Scripting Tables and Procedures from SSMS

  • Steve Jones - SSC Editor

    SSC Guru

    Points: 716562

  • squareoff

    Mr or Mrs. 500

    Points: 512

    Hi Steve - thank you for the post.

    When will the next article be coming out showing the powershell solution?

    Please advise.

    Thanks!

  • Duncan A. McRae

    SSC Enthusiast

    Points: 180

    I recently went through this process for a fairly large database (~30000 scripts). I found the SSMS wizard cumbersome, as you point out, so I didn't want to repeat the experience for each class of entity. I scripted everything into a single folder, and used a series of MOVE commands at the command prompt:
      move *.table.sql \tables\
      move *.storedProcedure.sql \storedProcedures\

    etcetera. I found this faster than the recommended approach, and more amenable to scripting (if necessary).

    I am not sure I understand the recommendation to alter an entity in SSMS and then rescript all entities of the same type. Once the entities are scripted, is it not wiser to only edit the scripts? I find that allowing people to change entities in Object Explorer is a recipe for disaster, as they inevitably forget to update the script (and in large databases, rescripting everything to capture one change is costly). Do you automate your scripting to occur every night? That would make more sense from an overhead perspective, but you might lose auditability....

    I'll go back an re-read, I might have missed an important note or two.

  • Phil Parkin

    SSC Guru

    Points: 243844

    I appreciate that this is not using SSMS, but getting this info out in a structured format is just a few clicks away if you create a database project in VS and then Import/Database.

    If the answer to your question can be found with a brief Google search, please perform the search yourself, rather than expecting one of the SSC members to do it for you.

  • DaveBoltman

    SSC Enthusiast

    Points: 180

    Check out schemazen - a free command line tool that scripts outs a whole SQL Server database. It places different object type into different folders, and scripts the database options as well as the schemas separately.

    The only fault I can find with it is that it includes table valued functions in the \procedures folder.

    It can also script data for tables you choose, and create a database from a folder of scripts

  • Steve Jones - SSC Editor

    SSC Guru

    Points: 716562

    Negmat 18367 - Thursday, April 5, 2018 7:43 AM

    Hi Steve - thank you for the post.

    When will the next article be coming out showing the powershell solution?

    Please advise.

    Thanks!

    Soon. Still cleaning some code.

  • Steve Jones - SSC Editor

    SSC Guru

    Points: 716562

    Duncan A. McRae - Thursday, April 5, 2018 10:05 AM

    I recently went through this process for a fairly large database (~30000 scripts). I found the SSMS wizard cumbersome, as you point out, so I didn't want to repeat the experience for each class of entity. I scripted everything into a single folder, and used a series of MOVE commands at the command prompt:
      move *.table.sql \tables\
      move *.storedProcedure.sql \storedProcedures\

    etcetera. I found this faster than the recommended approach, and more amenable to scripting (if necessary).

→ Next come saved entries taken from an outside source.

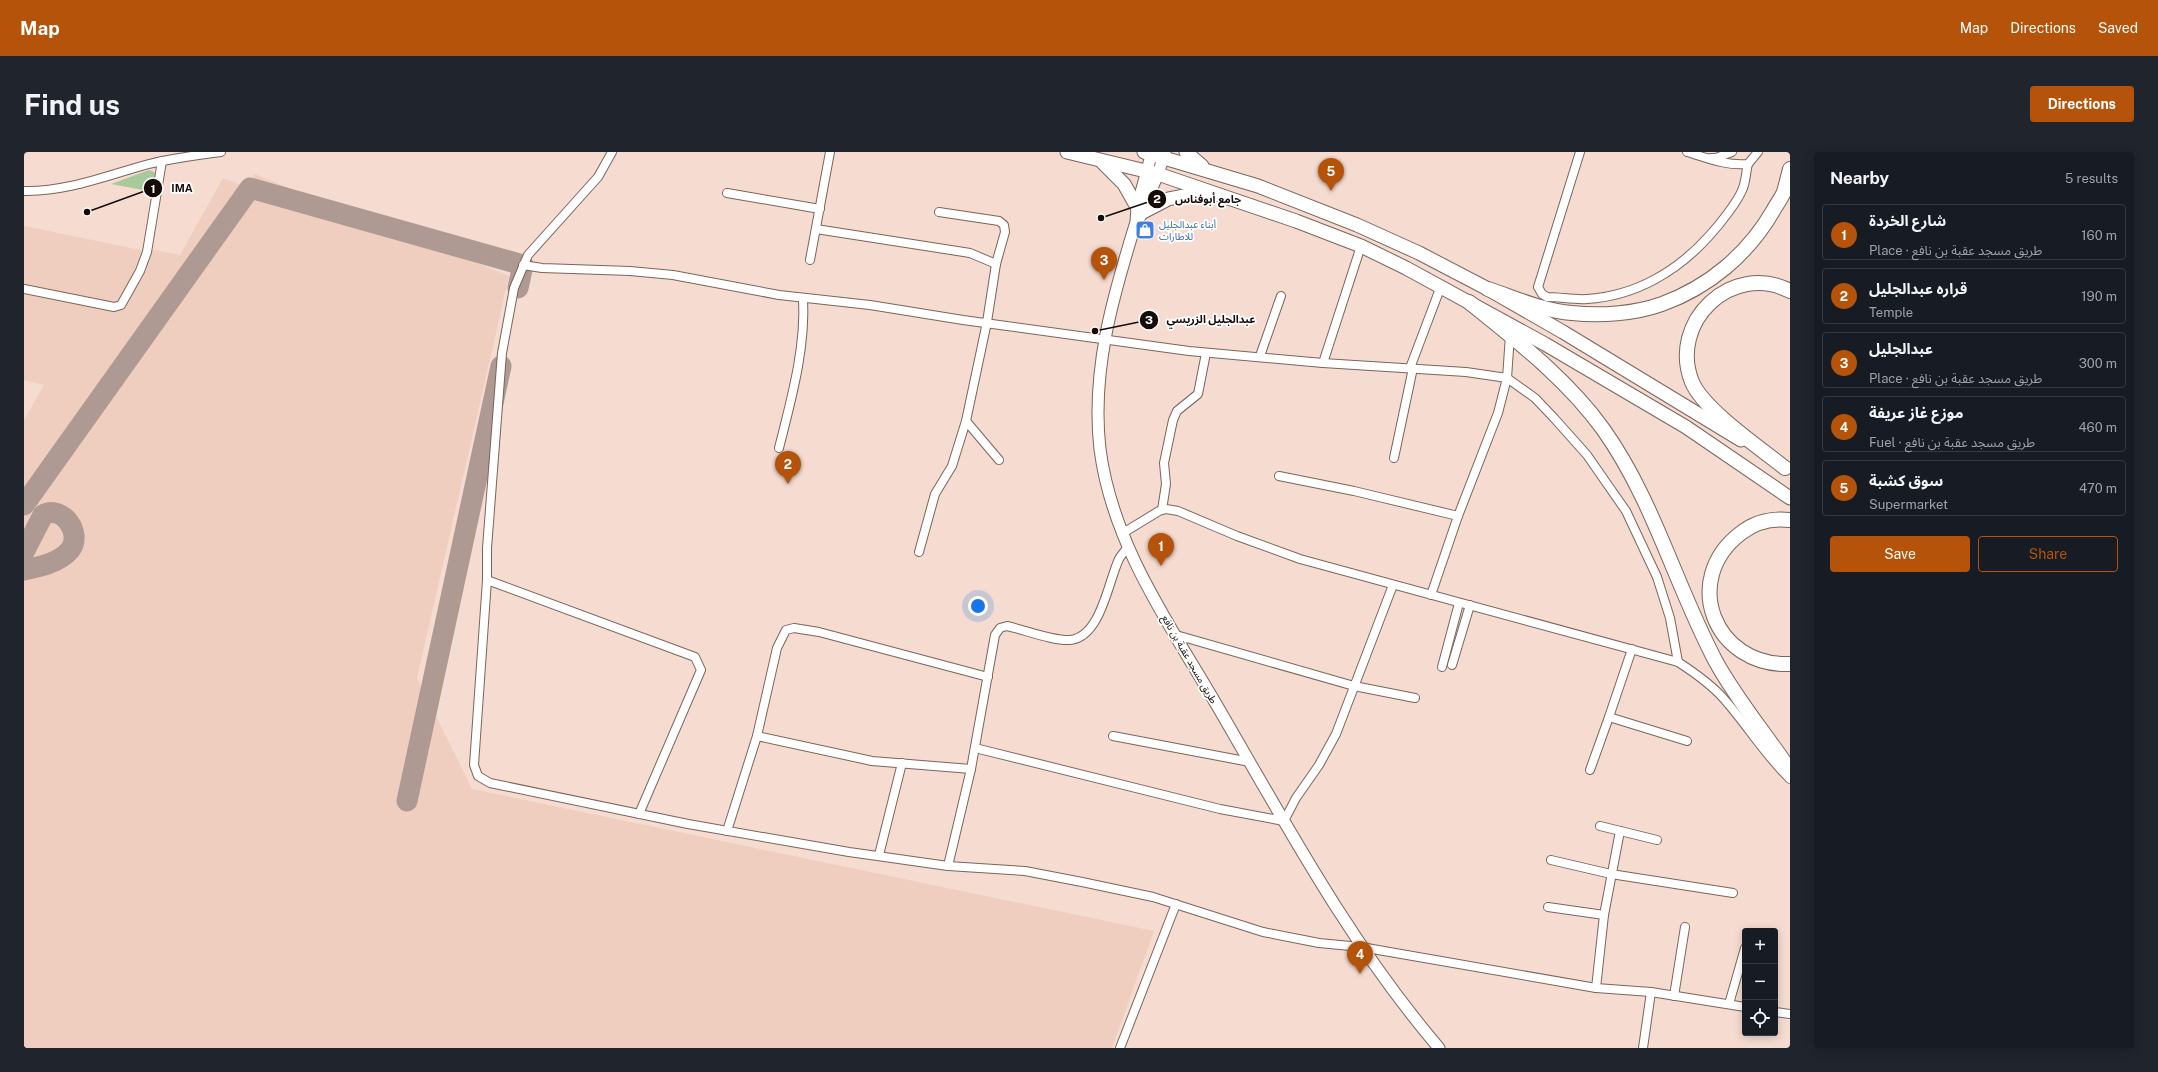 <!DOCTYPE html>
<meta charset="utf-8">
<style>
body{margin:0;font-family:"Public Sans","Noto Sans Arabic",sans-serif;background:#20242c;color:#f1f3f6}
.controls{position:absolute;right:12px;bottom:12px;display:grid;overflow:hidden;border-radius:4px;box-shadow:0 2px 10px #0003}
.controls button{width:36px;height:36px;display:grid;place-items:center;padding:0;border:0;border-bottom:1px solid #363941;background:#171b24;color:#f1f3f6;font:20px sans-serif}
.you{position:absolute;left:954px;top:454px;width:14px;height:14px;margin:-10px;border:3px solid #fff;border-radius:50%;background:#1a73e8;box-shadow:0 0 0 6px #1a73e833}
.badge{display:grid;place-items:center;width:26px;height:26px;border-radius:50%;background:#b45309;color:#fff;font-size:13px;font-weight:700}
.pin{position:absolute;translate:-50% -33px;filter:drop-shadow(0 1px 2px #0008)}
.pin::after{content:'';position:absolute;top:21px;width:14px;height:12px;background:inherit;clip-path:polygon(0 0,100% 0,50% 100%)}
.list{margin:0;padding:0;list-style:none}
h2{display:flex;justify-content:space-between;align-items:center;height:52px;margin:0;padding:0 16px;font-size:17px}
h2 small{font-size:13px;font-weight:400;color:#9ea1a6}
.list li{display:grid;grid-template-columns:26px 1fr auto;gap:12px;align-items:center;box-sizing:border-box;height:56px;margin:0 8px 8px;padding:0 8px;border:1px solid #363941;border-radius:4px}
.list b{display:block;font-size:15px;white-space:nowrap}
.list p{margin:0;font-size:13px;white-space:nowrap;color:#9ea1a6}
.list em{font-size:13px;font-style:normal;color:#9ea1a6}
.actions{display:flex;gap:8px;padding:12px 16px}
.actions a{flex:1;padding:9px 0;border:1px solid #b45309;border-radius:4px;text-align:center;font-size:14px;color:#b45309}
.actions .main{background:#b45309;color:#fff}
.icon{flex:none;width:22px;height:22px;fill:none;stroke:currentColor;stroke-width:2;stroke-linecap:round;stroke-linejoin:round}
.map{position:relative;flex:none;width:1766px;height:896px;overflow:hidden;border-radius:4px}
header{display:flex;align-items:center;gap:24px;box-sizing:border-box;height:56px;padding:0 20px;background:#b45309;color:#fff}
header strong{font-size:19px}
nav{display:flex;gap:22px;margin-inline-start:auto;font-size:14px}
.intro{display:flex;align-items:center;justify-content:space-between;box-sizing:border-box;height:96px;padding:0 24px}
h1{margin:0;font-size:28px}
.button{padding:10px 18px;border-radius:4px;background:#b45309;color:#fff;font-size:14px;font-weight:700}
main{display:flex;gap:24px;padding:0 24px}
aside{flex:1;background:#171b24;border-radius:4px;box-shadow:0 2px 10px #0003}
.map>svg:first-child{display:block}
</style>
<header>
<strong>Map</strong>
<nav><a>Map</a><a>Directions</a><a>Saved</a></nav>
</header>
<div class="intro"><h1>Find us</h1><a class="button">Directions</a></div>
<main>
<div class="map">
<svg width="1766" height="896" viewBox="0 0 1766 896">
<rect width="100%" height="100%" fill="#f5dbd0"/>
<!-- built -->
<polygon fill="#efcebf" points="230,22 485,124 393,526 448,637 1130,779 1088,896 0,896 0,268 20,233 0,228 0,74 117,98 126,97 156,103 199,26 226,36"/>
<!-- green -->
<polygon fill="#a7c99c" points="125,18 130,20 132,24 130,40 87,32"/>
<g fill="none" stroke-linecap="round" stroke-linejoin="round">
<!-- taxiway -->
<g stroke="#ae9a92" stroke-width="21">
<polyline points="0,353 226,36 499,113 494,136"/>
<path d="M 0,400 L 19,363 C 39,352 59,382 46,398 C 35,411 15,415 0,418"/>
<polyline points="383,649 477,214"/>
</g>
<defs>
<g id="minor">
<polyline points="588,0 574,25 504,103 490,136 478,201 463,396 463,428 671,505 677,518 615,662"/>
<path d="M 1556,0 L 1514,135 L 1518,142 L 1523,145 C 1536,145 1550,148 1563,147 C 1612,144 1654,119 1686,83 C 1696,72 1715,48 1719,36 C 1722,28 1722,19 1724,12"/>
<path d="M 1663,0 C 1683,6 1702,14 1724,12 L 1734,0"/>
<polyline points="1687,6 1692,6 1708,0"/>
<path d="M 0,39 C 43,40 84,23 125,12 C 149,6 173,3 197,0"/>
<polyline points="703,41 796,57"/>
<polyline points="792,77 946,101 972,112"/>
<polyline points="786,108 806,0"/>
<polyline points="499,113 518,116 606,119 649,123 755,143 846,153 939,168 1165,199 1299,211 1442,220 1483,226 1511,246 1530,266 1563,303 1602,359 1633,425 1646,466 1654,510"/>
<polyline points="0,137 90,155 97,153 116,119 123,100 138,9"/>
<polyline points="1236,204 1257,144"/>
<polyline points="1299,211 1337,94"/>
<polyline points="1386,216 1417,134"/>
<polyline points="942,269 975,308"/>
<path d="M 755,296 C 767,248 782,196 779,146"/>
<polyline points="1370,306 1389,216"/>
<polyline points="1255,324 1330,339 1434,364"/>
<polyline points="1138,358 1142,332 1140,311 1149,268 1153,259 1174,242 1182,201"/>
<path d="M 1099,381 L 1135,359 L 1142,357 L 1154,359 L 1213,384 L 1276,407 L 1654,510 C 1671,521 1687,532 1700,547 C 1723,573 1741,603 1766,627"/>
<polyline points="895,400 911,342 928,314 942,269 963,170 972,112 981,80 980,73 975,69 915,60"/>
<polyline points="463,428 450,613 454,624 466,631 664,672 825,700 924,714 1001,719 1058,730 1129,745 1239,780 1295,791 1337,795 1572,836 1627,840 1721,855"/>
<polyline points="1407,443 1434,364 1474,261 1483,226 1486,183"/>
<polyline points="1152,483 1330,534 1391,546"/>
<polyline points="1608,497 1585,565 1663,589"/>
<polyline points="1428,513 1446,453"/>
<polyline points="1418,515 1435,451"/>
<polyline points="733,584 848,609 947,617"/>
<polyline points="1089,584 1226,610"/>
<polyline points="951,596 1196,657 1260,669 1272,646 1295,613 1312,582 1369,433"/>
<polyline points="1566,618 1585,565"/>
<polyline points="1576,674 1633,688"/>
<polyline points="703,679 733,584 753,496 762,478 770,476 795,480 964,525"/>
<polyline points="855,703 878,611"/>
<polyline points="1527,708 1587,722 1709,741"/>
<path d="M 924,714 L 947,617 L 971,483 L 976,476 L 983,474 C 1001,478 1029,489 1046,488 C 1077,485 1084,430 1095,407 C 1097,403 1101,399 1104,395"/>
<polyline points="1524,755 1580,763"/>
<polyline points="1572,836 1580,763 1596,679"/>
<polyline points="1650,844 1661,775"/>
<polyline points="1705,852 1721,796"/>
<polyline points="1751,860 1766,862"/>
<polyline points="1096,896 1152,752"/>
<polyline points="1619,896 1627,840"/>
</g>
<g id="tertiary">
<path d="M 1128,0 L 1113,55 L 1112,70 C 1089,144 1067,219 1076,297 C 1088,393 1148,476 1195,557 C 1263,674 1327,793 1415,896"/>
<polyline points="1116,65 1134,22 1141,0"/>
</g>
<g id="primary">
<polyline points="1043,0 1134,22 1272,69 1337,94 1382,116 1521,192 1662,275 1766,346"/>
<polyline points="1120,0 1234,34 1333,73 1395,101 1464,137 1539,180 1717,288"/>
<polyline points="1162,0 1178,14"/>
<polyline points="1078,10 1100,32 1113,55"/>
<polyline points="1119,60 1144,47 1179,40"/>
</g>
<g id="trunk">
<path d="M 1464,137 C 1491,146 1519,159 1548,161 C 1576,164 1610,162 1638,152 C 1685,135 1724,102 1749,59 C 1752,53 1757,47 1760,40 C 1762,33 1764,25 1766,17"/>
<path d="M 1445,150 C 1492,188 1543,227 1579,277 C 1629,347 1651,432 1691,508 C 1712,547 1741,581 1766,618"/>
<path d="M 1761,316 C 1736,296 1679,257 1668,230 C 1644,170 1708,109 1766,139"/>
<path d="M 1766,368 C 1749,366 1731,370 1717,381 C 1656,427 1690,515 1766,512"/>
</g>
</defs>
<!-- minor casing -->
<use href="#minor" stroke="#7b655b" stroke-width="10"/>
<!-- tertiary casing -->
<use href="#tertiary" stroke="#7b655b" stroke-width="13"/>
<!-- primary casing -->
<use href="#primary" stroke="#7b655b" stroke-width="15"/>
<!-- trunk casing -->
<use href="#trunk" stroke="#7b655b" stroke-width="16"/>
<!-- minor -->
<use href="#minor" stroke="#fff" stroke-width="8"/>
<!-- tertiary -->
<use href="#tertiary" stroke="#fff" stroke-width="11"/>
<!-- primary -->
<use href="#primary" stroke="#fff" stroke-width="13"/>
<!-- trunk -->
<use href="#trunk" stroke="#fff" stroke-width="14"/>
</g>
<!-- icons -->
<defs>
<symbol id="shop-square" viewBox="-11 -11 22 22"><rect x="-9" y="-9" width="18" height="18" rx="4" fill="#3f7fe0" stroke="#fff"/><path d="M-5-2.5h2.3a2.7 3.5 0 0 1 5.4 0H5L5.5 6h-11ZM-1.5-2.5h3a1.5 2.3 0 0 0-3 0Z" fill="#fff"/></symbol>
</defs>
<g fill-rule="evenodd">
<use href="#shop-square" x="1110" y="67" width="22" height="22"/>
</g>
<g text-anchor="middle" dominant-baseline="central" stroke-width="3.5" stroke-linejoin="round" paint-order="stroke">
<!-- shop labels -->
<g font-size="10" fill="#366cbe" stroke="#fff" text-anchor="start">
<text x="1135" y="72">أبناء عبدالجليل<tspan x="1135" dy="12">للاطارات</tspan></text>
</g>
<!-- street labels -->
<g font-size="10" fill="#150c09" stroke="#fff">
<text transform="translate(1166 507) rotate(60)">طريق مسجد عقبة بن نافع</text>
</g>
</g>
<!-- callouts -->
<path fill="none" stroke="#150c09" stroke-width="1.5" d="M63 60L129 36M1077 66L1133 47M1071 179L1125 168"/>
<g fill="#150c09" stroke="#fff" stroke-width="1.5">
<circle cx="63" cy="60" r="4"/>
<circle cx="1077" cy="66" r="4"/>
<circle cx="1071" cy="179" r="4"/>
<circle cx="129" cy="36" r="10"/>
<circle cx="1133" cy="47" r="10"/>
<circle cx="1125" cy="168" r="10"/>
</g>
<g font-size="12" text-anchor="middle" font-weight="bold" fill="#fff">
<text x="129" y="41">1</text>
<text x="1133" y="51">2</text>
<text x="1125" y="172">3</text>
</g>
<g font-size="11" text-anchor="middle" font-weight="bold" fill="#150c09" stroke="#fff" stroke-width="3.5" stroke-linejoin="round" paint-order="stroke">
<text x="158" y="40">IMA</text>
<text x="1184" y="51">جامع أبوفناس</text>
<text x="1187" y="171">عبدالجليل الزريسي</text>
</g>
</svg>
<div class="controls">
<button>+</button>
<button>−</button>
<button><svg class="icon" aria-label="locate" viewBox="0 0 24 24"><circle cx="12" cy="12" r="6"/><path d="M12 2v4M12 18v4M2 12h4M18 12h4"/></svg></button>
</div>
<div class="you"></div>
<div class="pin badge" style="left:1137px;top:414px">1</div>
<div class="pin badge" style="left:764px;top:332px">2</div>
<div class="pin badge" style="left:1080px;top:128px">3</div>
<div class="pin badge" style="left:1336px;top:822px">4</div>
<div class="pin badge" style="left:1307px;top:39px">5</div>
</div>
<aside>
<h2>Nearby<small>5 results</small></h2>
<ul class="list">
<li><span class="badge">1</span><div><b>شارع الخردة</b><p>Place · طريق مسجد عقبة بن نافع</p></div><em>160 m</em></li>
<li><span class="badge">2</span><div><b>قراره عبدالجليل</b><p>Temple</p></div><em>190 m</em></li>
<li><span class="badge">3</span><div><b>عبدالجليل</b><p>Place · طريق مسجد عقبة بن نافع</p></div><em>300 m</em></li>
<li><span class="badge">4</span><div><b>موزع غاز عريفة</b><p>Fuel · طريق مسجد عقبة بن نافع</p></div><em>460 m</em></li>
<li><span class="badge">5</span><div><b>سوق كشبة</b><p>Supermarket</p></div><em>470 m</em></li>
</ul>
<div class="actions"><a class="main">Save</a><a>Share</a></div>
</aside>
</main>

    I am not sure I understand the recommendation to alter an entity in SSMS and then rescript all entities of the same type. Once the entities are scripted, is it not wiser to only edit the scripts? I find that allowing people to change entities in Object Explorer is a recipe for disaster, as they inevitably forget to update the script (and in large databases, rescripting everything to capture one change is costly). Do you automate your scripting to occur every night? That would make more sense from an overhead perspective, but you might lose auditability....

    I'll go back an re-read, I might have missed an important note or two.

    The move command is interesting. That's a good idea, though I think there are better ways if you're scripting.

    The reason I'd just redo the entire set of objects is that it's simple and easy. Could I edit every script? Sure, but then I get a history of:

    1. create table mytable( myid int)
    2. alter table mytable add mychar varchar(10)
    3. alter table mytable alter column myid int not null
    ...

    This  works for some people in a VCS, but over the years, I've preferred to see the whole create table statement, which I don't want to edit in addition to building the alter table script.

  • moojjoo

    SSC Eights!

    Points: 957

    Steve, first I think you fat fingered 'ot' - 'to' ... That will make the files more similar ot what I see in Object Explorer

    Also, you can use a DB project in Visual Studio to easily manage this in Git, then you can always compare your repository to the DB and reverse.

  • Steve Jones - SSC Editor

    SSC Guru

    Points: 716562

    Thanks, corrected.

    This is a basic article on how to capture things in SSMS. Plenty of people don't want VS, or can't use db projects depending on version, so this is focused on that part.

    Certainly a database project or a third party tool makes this much easier and more useful.